Analisis mendalam ini membuktikan bahwa persoalan sesungguhnya di balik pembatasan BBM bersubsidi adalah kebijakan yang menyesatkan. Sudah menyesatkan, salah lagi. Jika ini terus dilanjutkan maka akan menimbulkan multi efek. Kehidupan sosial bertambah kacau, ekonomi bertambah berat, dan kepercayaan rakyat pada pemerintah akan turun. Akibat yang terbesar adalah rakyat akan menentukan hidupnya dengan caranya sendiri yang tidak akan diketahui siapa pun. Bisa jadi kekerasan, revolusi, dan kekejaman yang muncul dari sikap rakyat yang marah akibat kebijakan yang salah.
Dari sini bisa kita lihat, okonomi yang diambil bangsa kita mengadopsi sistem kapitalisme yang saat ini menuju neo-liberal. Terkait kebijakan pembatasan BBM bersubsidi pemerintah ternyata lebih memilih harga pasar.
Walhasil, selama masih mengambil sistem ekonomi kapitalisme-liberal maka rakyat akan dijadikan tumbal dari kerakusan sistem itu. Sehingga butuh solusi fundamental dan berkeadilan.
Belajar dari beberapa tahun lalu. Awal kenaikan BBM akan berefek domino. Kebijakan itu diikuti dengan kenaikan TDL, PDAM, dan lainnya. Hal ini yang akan menjadikan beban hidup rakyat bertambah berat.
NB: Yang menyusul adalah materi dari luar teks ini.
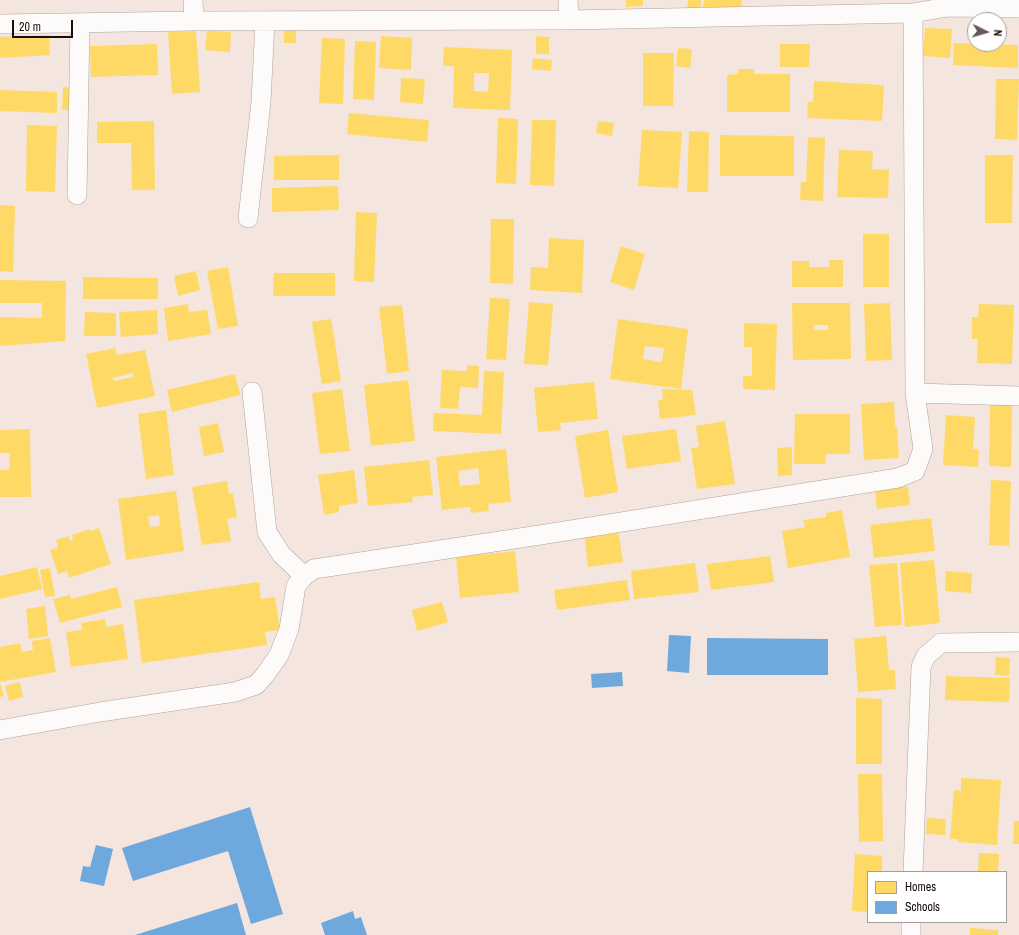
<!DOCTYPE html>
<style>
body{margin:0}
#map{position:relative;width:1019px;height:935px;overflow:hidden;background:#f4e5df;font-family:"Archivo Narrow",sans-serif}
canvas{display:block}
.legend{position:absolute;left:867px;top:871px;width:140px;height:52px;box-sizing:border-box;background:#fff;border:1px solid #a39f9d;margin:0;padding:5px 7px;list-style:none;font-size:12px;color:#190e0a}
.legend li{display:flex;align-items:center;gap:8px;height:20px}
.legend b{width:20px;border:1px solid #a39f9d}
.north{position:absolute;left:967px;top:12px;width:40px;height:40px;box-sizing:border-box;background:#fff;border:1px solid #a39f9d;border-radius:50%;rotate:95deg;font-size:11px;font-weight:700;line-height:16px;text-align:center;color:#190e0a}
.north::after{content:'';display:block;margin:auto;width:14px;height:18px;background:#665955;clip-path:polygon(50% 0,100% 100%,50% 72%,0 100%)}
.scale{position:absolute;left:12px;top:20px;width:61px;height:18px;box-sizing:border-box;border:2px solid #190e0a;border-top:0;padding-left:5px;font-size:12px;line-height:14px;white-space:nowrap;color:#190e0a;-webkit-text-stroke:3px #fff;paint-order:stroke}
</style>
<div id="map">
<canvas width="1019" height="935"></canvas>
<ul class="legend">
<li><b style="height:11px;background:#ffd966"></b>Homes</li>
<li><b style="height:11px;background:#6fa8dc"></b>Schools</li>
</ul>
<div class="north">N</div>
<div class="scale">20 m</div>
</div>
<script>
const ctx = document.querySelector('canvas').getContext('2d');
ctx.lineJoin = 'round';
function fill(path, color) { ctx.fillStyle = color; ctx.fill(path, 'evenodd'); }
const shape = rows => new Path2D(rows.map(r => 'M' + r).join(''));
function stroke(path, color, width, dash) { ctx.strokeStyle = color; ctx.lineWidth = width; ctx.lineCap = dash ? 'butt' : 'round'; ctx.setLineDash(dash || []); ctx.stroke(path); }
fill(shape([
 [626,0,643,0,643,6,626,7],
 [688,0,701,0,700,12,687,11],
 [704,0,742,0,741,12,703,10],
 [925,28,952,29,950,58,923,56],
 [207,30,231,32,230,52,205,50],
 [284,30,296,30,296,43,284,43],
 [196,31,200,92,172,94,168,32],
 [49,35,50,55,0,58,0,37],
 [381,36,412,38,411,70,379,68],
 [536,36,549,37,549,54,536,54],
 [322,38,345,39,343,104,319,103],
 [355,41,376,42,374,100,353,99],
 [954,43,1018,45,1018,68,953,65],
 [157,44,158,75,91,77,90,46],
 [780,44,810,44,809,67,780,67],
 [444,47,512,50,510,110,453,108,454,66,443,66],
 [474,73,489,73,488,92,474,91],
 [678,48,692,49,690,68,676,66],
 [643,53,674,53,673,106,643,106],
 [533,58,552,60,551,71,532,69],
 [738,69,754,69,754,74,790,74,790,112,727,112,727,75,738,74],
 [401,78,425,79,423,104,400,102],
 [996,79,1019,79,1017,140,995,139],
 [814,81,884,85,882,121,807,118,808,102,813,102],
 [63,87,77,88,76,110,62,110],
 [0,90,57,92,57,113,0,111],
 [349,113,429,120,427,142,347,134],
 [498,118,518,119,516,184,496,183],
 [532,120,556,120,554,186,530,185],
 [154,121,155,190,132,190,131,143,97,143,97,122],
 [598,121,614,123,612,136,596,133],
 [27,125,57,126,55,192,26,191],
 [642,130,682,132,678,188,638,186],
 [689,131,709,132,708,192,687,192],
 [720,135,794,136,794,176,720,176],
 [808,137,825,138,823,201,800,200,801,182,806,182],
 [839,150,873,151,872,169,889,170,888,198,837,197],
 [339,155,339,180,274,180,274,156],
 [985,155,1013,155,1012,223,985,223],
 [338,186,339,210,272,212,272,188],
 [0,205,15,206,13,272,0,271],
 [356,212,377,213,374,282,354,281],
 [491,219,514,219,513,284,490,283],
 [863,234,889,234,889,287,863,287],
 [549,238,584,240,582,293,530,290,531,267,548,268],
 [621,246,645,254,634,290,610,282],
 [829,260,843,260,843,287,792,287,792,261,809,261,809,267,829,267],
 [228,267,238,326,218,329,207,271],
 [196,271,200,290,178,296,174,276],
 [274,273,335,273,335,296,273,296],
 [83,277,158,278,158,299,83,299],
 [0,280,66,281,65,341,0,346,0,317,42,318,42,303,0,303],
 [490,298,510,299,506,360,486,359],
 [529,302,553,304,548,365,524,364],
 [792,303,850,303,851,359,793,360],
 [814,325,828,325,828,330,814,330],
 [890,303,892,360,866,361,864,304],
 [188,304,189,312,207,310,211,334,168,341,164,308],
 [979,304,1014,305,1012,364,977,363,978,339,972,339,972,317,978,317],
 [402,305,409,371,387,374,379,307],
 [157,310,158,334,121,337,119,312],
 [85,312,116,313,116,336,84,336],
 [331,319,341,381,322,384,312,322],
 [618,319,688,329,681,389,610,379],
 [645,346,664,348,662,362,643,359],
 [744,323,777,324,775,390,743,389,743,376,752,376,752,347,744,347],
 [115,348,117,355,145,350,155,396,97,408,86,354],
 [133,373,133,377,114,381,113,378],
 [467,365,479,366,478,388,460,387,458,409,440,408,442,370,467,371],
 [484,371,504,372,501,434,433,431,434,413,482,415],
 [235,374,240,395,172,412,167,390],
 [408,380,415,441,371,446,364,385],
 [594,382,598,419,560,423,561,430,538,432,534,388],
 [342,389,350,451,320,454,312,393],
 [662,389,692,390,696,415,660,419,658,400,663,400],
 [894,402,895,427,897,427,899,458,864,460,861,404],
 [990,403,1012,403,1011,467,989,466],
 [166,410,174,475,146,479,138,414],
 [795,414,850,414,850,454,826,454,825,464,794,464],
 [946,415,975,417,973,449,979,450,978,467,943,465],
 [725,421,735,484,697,489,691,448,699,447,696,426],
 [218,423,224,452,204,456,199,427],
 [30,429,31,497,0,497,0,470,9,470,10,453,0,453,0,430],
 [676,429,681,461,627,469,622,436],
 [608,430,618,492,585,498,575,436],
 [792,447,792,475,778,476,777,448],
 [506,449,511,502,488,504,489,511,471,513,470,507,442,510,436,457],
 [478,468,480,484,460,486,458,471],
 [429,460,433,495,412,497,413,502,368,506,364,467],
 [354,470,358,503,339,506,339,512,324,515,318,475],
 [991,480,1011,481,1009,546,989,545],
 [227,481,229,494,233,493,237,517,227,519,231,541,202,545,192,487],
 [908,486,910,505,877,509,875,490],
 [176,491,184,551,126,560,118,499],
 [159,515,160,526,150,527,148,517],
 [842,510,850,557,788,568,782,531,805,527,803,520,826,517,826,513],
 [931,518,935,551,874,558,870,525],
 [99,528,111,564,69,578,67,571,58,574,50,550,58,548,56,540,69,536,70,541,73,539,72,535,89,529,90,531],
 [618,529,623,562,588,567,584,534],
 [515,551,519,592,460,598,456,557],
 [770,556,774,582,711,590,707,564],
 [934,560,940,623,905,627,900,563],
 [695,563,699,592,634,599,631,571],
 [897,563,902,625,875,627,869,565],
 [37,567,42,589,0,599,0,576],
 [50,568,55,596,45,597,40,570],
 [946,571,972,573,971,593,945,591],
 [627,580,630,600,557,610,554,590],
 [259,582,261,599,275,597,280,630,265,632,267,645,142,663,134,600],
 [117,587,122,607,60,623,53,599,70,595,71,599],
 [442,602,448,622,417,631,412,610],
 [45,606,48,636,29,639,26,609],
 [105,619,106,627,123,624,128,659,71,667,66,632,82,630,81,623],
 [886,636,889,670,895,670,896,689,858,692,854,639],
 [50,638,56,672,0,682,0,647,20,643,22,652,33,650,32,641],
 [996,657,1010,658,1009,676,995,675],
 [946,676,1010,678,1009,702,945,700],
 [20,682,23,697,9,701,5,686],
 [0,683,4,696,0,697],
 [856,698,882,699,882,764,856,764],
 [858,774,882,774,883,841,859,842],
 [961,778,1001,780,997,845,958,842,958,839,950,839,954,790,961,791],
 [927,818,946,819,945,835,926,834],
 [1014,821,1019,821,1019,844,1013,844],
 [979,853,999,854,998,872,978,872],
 [855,854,882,856,882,872,868,872,868,912,852,911],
 [970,928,998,930,998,935,970,935]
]), '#ffd966');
fill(shape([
 [669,635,691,636,689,673,667,671],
 [707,638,828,639,828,675,707,675],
 [622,672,623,686,592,688,591,674],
 [250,807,283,914,251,924,228,851,133,881,122,848],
 [96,845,113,849,104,886,80,881,83,866,90,867],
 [237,903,246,935,135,935],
 [353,911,355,919,361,917,367,935,325,935,321,923]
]), '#6fa8dc');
const minor = shape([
 [193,0,194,21],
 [568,0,569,20],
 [913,13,948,7,1019,8],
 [0,24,194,21,569,20,913,13,915,393,923,449,915,471,898,478,540,535,314,569,304,576,296,586,289,629,279,655,265,675,256,685,235,692,100,712,0,730],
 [77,195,80,23],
 [248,218,261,102,265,21],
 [252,392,267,532,281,554,304,576],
 [915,393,1019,396],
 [913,872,921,667,926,656,941,643,1019,642],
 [911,935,911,922]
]);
stroke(minor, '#afa29d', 20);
stroke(minor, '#fdfbfa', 19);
</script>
Terutama di kalangan ekonomi menegah ke bawah. Jika rencana kenaikan itu benar-benar terealisasi, maka peristiwa beberapa tahun lalu itu akan terjadi.
Apa pun opsi yang diambil pemerintah untuk menaikan harga BBM, tetap akan berpengaruh di seluruh Indonesia.
Alternatif Solusi
Jika selama ini pemerintah berorientasi pasar, karena menerapkan sistem kapitalisme. Sehingga diperlukan solusi alternatif terkait pengaturan Sumber Daya Alam (SDA). Berbeda dengan kapitalisme yang memandang bahwa SDA bisa dinikmati segelintir orang. Islam memandang bahwa SDA (Energi/Minyak-Gas) adalah milik umat sehingga harus dikelola oleh negara dan seluas-luasnya hasilnya diberikan kembali kepada rakyat. Rakyat bisa menikmatinya dengan gratis atau harga murah.
Selama pemerintah masih menyerahkan pada para kapitalis internasional dan pasar, maka Indonesia bersiap kejatuhan dalam krisis energi. Selanjutnya asing akan semakin rakus untuk mengeruk kekayaan alam. Maka Indonesia akan menjadi negeri yang terjajah dan rakyatnya mati di negeri sendiri. Sungguh ironis.
Oleh karena itu, rakyat harus sadar dan menyelamatkan bangsa ini dengan sistem yang adil. Itulah syariah Islam yang berasal dari Sang Pencipta bumi dan seisinya yang diterapkan dalam bingkai Khilafah Rasyidah ala minhajin Nubuwah. Wallahu’alam bis showab.